Thu Jan 21 09:46:38 PST 2021

On Thu, Jan 21, 2021 at 12:25:56PM -0500, Eugene Loh wrote:
> On 1/21/21 2:04 AM, Kris Van Hees wrote:
> 
> > On Wed, Jan 20, 2021 at 11:23:59PM -0500, Eugene Loh wrote:
> >> The test .r results files are missing "at DIF offset" clauses.  Is this
> >> a loss of functionality?  The commit message explicitly mentions offset
> >> as being something we can record.
> > The commit message documents what the ERROR probe supports in terms of design
> > (i.e. what it supports as part of DTrace's design).  Right now, we cannot give
> > instruction offsets yet for the place where the ERROR probe is triggered, so
> > we pass in -1 which means there is no declared offset.  So, the .r files are
> > not missing the "at DIF offset" information inasmuch as they do not mention it
> > because the tests are not expected to emit it.  It does not invalidate the
> > test.  It can be seen as a minor loss of functionality but the legacy code
> > allows for this type of situation already.  I do plan on being able to report
> > the instruction offset at some point in the future - it is a WIP though.
> 
> Hmm.  I'm a little nervous that the tests are going in the wrong 
> direction here, but I guess I'll just assume you'll manage the WIP and 
> we'll end up in the right place eventually.

The problem with the4 tests is that the offset isd not an entity that we should
be validating because it depends on the code generation implementation where a
change in any one of a series of tokens can cause the offset to change.  We can
have tests to validate the offset but they are much more complex than the tests
we have now because they will have to include dumping the disassemblt and
validating the offset against the disassembly to ensure that the correct
instruction offset is reported.  That is not the purpose of these basic tests,
and so the offset is irrelevant here.  When we start reporting it, we should
amend these tests to strip out that information or at least make it be
substituted by a token (e.g. replace the offset value with #).

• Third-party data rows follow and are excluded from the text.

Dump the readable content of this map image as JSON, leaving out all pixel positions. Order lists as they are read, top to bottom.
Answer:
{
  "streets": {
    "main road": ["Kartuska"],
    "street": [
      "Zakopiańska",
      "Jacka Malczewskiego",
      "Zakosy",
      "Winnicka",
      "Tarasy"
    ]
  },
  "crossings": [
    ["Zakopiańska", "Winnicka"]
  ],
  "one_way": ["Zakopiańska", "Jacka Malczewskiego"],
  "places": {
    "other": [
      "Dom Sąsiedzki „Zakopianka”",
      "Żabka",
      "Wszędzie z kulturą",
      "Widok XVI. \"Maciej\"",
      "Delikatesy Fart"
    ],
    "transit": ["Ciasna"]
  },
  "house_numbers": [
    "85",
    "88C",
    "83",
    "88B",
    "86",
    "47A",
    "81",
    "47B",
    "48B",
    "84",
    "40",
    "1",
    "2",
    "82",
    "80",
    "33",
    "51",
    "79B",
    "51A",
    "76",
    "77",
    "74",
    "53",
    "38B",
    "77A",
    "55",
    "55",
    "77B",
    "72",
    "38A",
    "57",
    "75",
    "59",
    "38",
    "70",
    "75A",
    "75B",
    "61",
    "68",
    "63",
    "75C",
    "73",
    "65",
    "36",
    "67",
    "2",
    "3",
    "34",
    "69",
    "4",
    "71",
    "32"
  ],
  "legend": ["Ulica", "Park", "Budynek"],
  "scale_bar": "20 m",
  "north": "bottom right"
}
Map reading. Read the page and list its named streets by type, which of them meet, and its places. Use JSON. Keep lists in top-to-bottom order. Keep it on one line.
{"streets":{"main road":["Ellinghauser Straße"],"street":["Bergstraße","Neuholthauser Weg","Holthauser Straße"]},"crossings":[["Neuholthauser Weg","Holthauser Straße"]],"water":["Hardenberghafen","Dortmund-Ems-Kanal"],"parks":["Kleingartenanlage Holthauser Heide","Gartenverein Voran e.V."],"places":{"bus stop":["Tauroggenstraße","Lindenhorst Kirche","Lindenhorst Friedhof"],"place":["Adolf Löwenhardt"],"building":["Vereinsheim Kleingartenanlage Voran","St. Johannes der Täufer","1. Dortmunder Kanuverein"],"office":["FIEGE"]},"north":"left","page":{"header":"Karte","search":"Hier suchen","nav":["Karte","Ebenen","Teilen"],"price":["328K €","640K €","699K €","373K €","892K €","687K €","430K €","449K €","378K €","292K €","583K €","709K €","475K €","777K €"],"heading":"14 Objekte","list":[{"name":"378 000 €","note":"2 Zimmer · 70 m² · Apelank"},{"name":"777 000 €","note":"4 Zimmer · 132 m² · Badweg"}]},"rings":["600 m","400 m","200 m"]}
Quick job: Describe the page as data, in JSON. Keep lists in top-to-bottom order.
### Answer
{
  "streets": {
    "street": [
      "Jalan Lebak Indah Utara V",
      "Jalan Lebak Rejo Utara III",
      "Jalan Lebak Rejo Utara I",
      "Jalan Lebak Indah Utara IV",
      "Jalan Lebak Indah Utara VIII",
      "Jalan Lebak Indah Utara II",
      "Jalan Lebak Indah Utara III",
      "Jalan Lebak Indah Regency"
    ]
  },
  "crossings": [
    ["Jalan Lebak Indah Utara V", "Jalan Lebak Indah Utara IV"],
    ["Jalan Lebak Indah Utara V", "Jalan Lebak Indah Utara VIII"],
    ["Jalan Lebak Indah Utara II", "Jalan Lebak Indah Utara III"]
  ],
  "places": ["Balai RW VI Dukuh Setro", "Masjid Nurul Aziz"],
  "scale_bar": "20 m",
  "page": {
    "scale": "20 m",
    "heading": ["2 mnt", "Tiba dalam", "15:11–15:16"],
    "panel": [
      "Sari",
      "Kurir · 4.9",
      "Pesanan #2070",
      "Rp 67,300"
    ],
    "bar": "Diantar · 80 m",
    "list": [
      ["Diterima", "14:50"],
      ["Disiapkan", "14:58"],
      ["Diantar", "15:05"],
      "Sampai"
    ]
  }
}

> >> Since both dt_cg_tramp_epilogue() and dt_cg_tramp_epilogue_advance()
> >> have grown -- and in exactly the same way -- perhaps it makes sense to
> >> implement the former by calling the latter.  This could also simplify
> >> dt_prov_dtrace.c, the only caller of dt_cg_tramp_epilogue_advance().
> > The problem is that they both implement the same code at their beginning, then
> > one implements extra code, and then they again share code.  So I cannot just
> > call one from the other.
> 
> Right, but the amount of code they're sharing has grown. Meanwhile, 
> conditionalizing the "extra code" that's in the middle is easy enough.  
> There are different ways of doing this, but if one is okay with using 
> "if (act != DT_ACTIVITY_ACTIVE)" then not only is dt_cg_tramp_epilogue() 
> just a call to dt_cg_tramp_epilogue_advance(), but the "activity" code 
> in dt_prov_dtrace.c's trampoline() function could get cleaned up a 
> little as well.

Hm, yes, but I really prefer the providers to be able to just call
dt_cg_tramp_epilogue() because dt_cg_tramp_epilogue_advance() is a special
case that only exists because of the BEGIN and END probes.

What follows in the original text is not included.